= Information shown =
——————

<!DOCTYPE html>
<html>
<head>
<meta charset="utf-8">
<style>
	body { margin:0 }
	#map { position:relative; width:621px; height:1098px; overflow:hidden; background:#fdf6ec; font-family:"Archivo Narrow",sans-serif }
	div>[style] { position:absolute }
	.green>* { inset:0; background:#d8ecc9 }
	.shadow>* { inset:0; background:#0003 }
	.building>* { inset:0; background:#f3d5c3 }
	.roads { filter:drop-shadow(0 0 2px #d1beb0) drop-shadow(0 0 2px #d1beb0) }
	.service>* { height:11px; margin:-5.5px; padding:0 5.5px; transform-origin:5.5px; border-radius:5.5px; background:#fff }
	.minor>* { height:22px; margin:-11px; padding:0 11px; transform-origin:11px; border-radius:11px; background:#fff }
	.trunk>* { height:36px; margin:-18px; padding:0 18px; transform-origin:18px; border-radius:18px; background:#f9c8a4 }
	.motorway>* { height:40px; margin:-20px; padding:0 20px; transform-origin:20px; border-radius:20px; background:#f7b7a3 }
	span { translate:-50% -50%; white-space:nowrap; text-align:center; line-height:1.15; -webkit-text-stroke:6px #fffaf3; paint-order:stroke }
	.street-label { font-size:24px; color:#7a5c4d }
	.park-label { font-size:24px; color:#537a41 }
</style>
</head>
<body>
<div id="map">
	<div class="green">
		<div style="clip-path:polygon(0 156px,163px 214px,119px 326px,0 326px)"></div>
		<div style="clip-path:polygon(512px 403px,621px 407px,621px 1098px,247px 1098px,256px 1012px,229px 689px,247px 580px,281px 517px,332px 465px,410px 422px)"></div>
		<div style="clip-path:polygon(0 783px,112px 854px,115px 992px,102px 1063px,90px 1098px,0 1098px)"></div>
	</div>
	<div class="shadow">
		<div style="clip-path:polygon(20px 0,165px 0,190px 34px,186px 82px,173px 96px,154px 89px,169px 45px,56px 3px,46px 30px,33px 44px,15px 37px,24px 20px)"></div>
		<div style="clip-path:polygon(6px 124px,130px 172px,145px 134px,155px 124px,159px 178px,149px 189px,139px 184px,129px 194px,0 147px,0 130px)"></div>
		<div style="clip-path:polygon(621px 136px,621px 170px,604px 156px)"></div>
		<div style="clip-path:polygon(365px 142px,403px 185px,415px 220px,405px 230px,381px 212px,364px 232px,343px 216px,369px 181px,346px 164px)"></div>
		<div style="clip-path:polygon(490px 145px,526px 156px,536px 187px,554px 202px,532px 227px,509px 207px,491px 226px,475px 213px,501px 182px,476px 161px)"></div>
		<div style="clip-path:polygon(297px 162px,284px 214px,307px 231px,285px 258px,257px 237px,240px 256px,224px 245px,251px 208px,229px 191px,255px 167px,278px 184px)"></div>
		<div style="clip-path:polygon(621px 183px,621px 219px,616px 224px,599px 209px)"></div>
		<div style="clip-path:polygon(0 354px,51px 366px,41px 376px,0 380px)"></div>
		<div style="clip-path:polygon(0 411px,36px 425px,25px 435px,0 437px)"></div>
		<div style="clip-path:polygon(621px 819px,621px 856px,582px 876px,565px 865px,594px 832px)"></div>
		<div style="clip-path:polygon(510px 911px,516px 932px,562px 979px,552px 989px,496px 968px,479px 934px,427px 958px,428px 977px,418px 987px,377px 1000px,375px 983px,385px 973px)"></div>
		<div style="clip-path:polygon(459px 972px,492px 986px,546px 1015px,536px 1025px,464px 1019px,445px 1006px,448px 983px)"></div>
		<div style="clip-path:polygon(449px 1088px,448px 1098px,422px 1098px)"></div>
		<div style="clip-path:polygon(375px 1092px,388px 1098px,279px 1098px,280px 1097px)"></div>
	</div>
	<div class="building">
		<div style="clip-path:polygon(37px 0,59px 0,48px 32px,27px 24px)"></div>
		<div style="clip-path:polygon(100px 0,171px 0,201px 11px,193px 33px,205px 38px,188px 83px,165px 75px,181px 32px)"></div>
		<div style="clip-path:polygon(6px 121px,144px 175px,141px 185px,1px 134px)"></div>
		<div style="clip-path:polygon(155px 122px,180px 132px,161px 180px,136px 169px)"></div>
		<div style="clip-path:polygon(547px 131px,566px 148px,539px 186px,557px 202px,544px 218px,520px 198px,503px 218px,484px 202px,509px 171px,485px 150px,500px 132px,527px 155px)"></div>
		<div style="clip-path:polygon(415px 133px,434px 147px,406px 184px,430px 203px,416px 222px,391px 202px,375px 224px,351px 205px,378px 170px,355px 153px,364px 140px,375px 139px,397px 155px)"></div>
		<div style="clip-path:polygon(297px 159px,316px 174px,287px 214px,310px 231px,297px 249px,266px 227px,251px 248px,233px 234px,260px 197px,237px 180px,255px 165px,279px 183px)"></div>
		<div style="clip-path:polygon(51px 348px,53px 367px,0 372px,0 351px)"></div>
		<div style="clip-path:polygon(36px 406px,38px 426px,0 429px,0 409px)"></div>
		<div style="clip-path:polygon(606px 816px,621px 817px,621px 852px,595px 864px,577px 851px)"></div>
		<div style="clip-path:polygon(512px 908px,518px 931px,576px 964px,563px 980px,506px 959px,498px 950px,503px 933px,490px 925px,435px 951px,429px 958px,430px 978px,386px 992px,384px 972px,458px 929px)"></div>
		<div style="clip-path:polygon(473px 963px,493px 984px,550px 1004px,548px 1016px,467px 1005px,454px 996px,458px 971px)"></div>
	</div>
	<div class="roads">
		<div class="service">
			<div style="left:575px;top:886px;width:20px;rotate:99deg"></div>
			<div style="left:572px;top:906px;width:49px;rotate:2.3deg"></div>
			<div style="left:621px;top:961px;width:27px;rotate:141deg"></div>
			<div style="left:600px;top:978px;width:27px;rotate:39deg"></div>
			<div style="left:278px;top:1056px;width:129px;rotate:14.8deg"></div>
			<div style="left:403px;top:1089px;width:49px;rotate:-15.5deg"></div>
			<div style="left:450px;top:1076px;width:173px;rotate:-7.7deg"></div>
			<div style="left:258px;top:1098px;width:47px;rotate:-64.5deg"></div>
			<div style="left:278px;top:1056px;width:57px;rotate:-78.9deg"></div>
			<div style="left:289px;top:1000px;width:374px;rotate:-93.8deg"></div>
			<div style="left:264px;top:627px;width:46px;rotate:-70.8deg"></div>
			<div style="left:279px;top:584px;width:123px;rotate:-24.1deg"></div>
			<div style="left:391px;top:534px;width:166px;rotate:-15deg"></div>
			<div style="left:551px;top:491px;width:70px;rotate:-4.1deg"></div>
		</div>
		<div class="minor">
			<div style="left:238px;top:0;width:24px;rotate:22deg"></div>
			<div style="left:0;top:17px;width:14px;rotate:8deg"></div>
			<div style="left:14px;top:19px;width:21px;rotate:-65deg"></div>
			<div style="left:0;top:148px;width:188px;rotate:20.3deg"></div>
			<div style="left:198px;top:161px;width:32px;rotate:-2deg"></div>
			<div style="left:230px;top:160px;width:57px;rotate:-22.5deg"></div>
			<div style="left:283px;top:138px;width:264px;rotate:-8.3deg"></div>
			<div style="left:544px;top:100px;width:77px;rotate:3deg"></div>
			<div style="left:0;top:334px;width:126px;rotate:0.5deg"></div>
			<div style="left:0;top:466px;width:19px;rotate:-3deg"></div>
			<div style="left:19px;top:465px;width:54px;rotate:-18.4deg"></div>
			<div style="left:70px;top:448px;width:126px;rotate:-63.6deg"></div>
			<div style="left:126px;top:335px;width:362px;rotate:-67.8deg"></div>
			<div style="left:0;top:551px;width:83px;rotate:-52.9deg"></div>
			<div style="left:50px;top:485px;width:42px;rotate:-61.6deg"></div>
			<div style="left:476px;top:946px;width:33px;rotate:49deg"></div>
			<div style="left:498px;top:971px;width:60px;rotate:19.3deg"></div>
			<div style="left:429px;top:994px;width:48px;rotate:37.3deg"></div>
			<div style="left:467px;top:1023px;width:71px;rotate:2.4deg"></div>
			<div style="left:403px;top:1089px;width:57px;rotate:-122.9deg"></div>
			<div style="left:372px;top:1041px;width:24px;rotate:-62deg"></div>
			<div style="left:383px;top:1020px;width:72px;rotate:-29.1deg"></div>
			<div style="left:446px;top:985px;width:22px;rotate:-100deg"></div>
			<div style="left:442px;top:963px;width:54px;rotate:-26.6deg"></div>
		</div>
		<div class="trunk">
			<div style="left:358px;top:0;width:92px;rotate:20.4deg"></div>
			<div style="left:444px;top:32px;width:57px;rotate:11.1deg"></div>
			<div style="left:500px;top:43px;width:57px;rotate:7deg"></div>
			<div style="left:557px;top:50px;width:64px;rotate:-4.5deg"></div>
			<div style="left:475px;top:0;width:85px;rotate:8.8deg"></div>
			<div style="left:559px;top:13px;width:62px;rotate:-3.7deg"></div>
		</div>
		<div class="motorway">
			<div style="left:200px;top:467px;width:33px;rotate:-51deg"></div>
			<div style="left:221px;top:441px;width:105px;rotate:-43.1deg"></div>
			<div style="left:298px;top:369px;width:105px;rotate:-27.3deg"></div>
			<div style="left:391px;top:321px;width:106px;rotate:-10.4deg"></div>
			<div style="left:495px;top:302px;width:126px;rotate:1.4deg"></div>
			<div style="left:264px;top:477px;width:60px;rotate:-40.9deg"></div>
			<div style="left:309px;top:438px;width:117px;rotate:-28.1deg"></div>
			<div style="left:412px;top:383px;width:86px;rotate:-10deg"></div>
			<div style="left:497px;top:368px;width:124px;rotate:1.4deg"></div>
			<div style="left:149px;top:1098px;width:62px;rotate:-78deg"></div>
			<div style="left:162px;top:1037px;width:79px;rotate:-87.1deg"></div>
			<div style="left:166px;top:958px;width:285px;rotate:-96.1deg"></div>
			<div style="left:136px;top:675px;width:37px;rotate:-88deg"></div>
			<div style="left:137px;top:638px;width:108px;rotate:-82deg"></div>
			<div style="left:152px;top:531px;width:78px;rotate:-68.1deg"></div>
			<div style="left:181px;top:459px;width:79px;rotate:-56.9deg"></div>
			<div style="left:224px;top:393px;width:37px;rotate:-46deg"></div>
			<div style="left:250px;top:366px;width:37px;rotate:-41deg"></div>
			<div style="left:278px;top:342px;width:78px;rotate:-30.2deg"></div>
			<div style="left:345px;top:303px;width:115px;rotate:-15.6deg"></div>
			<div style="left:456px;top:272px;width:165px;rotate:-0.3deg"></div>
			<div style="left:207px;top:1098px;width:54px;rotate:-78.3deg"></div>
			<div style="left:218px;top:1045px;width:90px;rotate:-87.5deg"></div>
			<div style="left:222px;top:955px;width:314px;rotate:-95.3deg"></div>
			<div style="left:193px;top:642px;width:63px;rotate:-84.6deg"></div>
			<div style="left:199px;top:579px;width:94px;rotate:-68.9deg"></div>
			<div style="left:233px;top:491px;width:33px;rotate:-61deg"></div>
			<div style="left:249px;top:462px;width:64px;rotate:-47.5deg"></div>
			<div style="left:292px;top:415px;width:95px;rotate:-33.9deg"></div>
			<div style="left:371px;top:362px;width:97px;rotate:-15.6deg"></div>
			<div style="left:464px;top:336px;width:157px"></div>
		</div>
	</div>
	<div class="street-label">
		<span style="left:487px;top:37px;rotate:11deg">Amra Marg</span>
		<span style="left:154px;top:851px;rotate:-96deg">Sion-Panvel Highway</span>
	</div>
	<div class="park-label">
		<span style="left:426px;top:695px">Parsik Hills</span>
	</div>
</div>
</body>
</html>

——————

= Task item =
Copy out, from the data above, every line holding the word "service".

= Exercise answer =
	.service>* { height:11px; margin:-5.5px; padding:0 5.5px; transform-origin:5.5px; border-radius:5.5px; background:#fff }
		<div class="service">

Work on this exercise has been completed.